PROBLEM — All lines in the material below that contain "picture" should be located and copied.

ENTRIES SUPPLIED —

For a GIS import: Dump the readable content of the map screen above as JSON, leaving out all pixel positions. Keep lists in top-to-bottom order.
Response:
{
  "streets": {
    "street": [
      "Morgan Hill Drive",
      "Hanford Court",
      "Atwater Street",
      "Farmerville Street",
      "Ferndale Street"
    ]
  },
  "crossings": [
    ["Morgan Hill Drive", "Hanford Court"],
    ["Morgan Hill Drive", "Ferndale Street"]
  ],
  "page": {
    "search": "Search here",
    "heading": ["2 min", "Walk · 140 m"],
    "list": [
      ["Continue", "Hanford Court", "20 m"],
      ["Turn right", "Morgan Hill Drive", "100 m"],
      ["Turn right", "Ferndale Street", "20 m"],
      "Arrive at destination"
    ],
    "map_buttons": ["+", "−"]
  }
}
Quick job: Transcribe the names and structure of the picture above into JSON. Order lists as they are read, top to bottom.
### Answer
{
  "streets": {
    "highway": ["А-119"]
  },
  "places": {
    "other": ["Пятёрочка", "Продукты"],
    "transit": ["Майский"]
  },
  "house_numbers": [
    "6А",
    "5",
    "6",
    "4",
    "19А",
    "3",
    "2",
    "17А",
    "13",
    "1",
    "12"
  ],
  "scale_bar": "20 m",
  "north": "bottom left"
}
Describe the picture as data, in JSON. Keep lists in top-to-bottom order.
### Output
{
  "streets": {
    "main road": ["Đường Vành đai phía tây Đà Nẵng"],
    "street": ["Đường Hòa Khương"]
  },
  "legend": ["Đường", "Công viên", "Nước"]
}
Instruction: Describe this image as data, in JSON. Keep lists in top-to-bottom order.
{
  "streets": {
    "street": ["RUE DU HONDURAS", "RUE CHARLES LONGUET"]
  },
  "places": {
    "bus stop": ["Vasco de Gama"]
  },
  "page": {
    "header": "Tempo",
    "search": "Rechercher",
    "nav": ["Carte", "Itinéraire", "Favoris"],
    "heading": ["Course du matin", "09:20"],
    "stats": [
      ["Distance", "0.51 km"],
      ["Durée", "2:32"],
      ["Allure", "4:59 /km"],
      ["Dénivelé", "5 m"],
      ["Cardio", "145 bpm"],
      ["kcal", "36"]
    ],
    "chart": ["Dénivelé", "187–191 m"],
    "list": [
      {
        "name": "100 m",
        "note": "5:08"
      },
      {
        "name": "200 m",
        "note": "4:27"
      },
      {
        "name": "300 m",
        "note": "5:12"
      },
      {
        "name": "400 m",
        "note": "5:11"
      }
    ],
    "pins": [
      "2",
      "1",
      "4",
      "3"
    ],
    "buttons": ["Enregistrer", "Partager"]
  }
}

RESPONSE TO THIS EXERCISE —
Quick job: Transcribe the names and structure of the picture above into JSON. Order lists as they are read, top to bottom.
Describe the picture as data, in JSON. Keep lists in top-to-bottom order.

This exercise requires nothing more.